When to update a tensorrt engine file?

Description

(1) We have computers with a GPU, with a model that we have converted to tensorrt and cached on disk. Imagine we want to update the version of CUDA or CuDNN or tensorrt. For these changes, must we re-convert the model to tensorrt? Are there other changes that would require us to reconvert the model? Under what conditions would it simply be a good idea to re-convert the model, but perhaps not a requirement?

(2) I believe it is recommended to convert models to tensorrt using the GPU architecture of choice. E.g. if we are deploying on a tegra, we should do the conversion on that specific type of tegra. Is that correct? If we deploy to multiple GPU architectures, it seems to behoove us to deploy a generic model format (e.g. onnx) and then convert it on the device. Some of our models are large, and require 10s of seconds to convert. For this circumstance, it would seem that our system would be forced to have downtime when we upgrade our model. What is the recommended way to avoid downtown?

Thanks!

Hi ,
We recommend you to check the supported features from the below link.

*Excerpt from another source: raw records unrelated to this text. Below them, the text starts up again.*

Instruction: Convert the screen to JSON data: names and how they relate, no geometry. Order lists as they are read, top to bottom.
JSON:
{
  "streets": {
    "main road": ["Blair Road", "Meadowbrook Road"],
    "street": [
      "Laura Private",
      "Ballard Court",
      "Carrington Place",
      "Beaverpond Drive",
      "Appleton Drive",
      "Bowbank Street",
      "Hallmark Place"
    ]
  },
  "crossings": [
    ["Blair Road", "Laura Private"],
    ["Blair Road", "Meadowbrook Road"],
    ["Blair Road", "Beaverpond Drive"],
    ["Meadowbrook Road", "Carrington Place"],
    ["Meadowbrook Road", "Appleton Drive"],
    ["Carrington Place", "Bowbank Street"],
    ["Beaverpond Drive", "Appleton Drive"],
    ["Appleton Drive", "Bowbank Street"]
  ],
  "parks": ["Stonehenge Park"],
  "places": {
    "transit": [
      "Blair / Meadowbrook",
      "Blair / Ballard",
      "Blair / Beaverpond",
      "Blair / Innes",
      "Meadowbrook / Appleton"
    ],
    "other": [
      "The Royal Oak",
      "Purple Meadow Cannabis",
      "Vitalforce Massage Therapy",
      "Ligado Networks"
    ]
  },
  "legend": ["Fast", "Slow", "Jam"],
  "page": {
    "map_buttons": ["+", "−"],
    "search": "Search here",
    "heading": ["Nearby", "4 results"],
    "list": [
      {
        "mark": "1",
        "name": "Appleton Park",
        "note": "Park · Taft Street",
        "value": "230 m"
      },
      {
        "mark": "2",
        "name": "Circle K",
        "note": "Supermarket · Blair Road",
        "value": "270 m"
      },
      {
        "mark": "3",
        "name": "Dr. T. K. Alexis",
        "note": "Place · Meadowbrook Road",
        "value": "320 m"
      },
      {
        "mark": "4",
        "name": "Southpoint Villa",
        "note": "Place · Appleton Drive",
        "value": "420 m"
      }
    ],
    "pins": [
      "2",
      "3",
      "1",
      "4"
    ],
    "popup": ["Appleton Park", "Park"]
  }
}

You can refer below link for all the supported operators list.
For unsupported operators, you need to create a custom plugin to support the operation

Thanks!

Thanks for your quick answer. I think you are saying:

  1. It doesn’t matter where we convert to tensorrt files.
    It could be on a machine with a target GPU or a different GPU.
  2. There is backwards compatibility for newer tensorrt versions reading in older tensorrt files. The only reason to re-convert would be if a newer versions of tensorrt failed to read an older version, which should not happen.

Are the above two points correct?

In Developer Guide :: NVIDIA Deep Learning TensorRT Documentation, It says that
Engines created by TensorRT are specific to both the TensorRT version with which they were created and the GPU on which they were created.

So, they look incorrect to me. It looks like when we upgrade to a newer version of tensorrt, we should we-convert. It also looks like we should do the correct conversion for each GPU.

Hi,

Yes. Currently, TensorRT does not support the above features. We need to re-build the TensorRT engine file.

Thank you.

Thank you spolisetty.

Given what you wrote:

(1) How does one minimize downtime when uploading a new network? If it takes a while to convert to tensorrt?

(2) I would guess one would download pre-converted tensorrt files to the board. If that is true, I need to know which tegra I am running on. What’s best practices for figuring out which board you are running on?

Thanks so much!

Do you mean engine build time? we can increase the workspace for faster conversion.

You need to rebuild the TRT engine on the same machine/board you’re planning to deploy.

Thank you.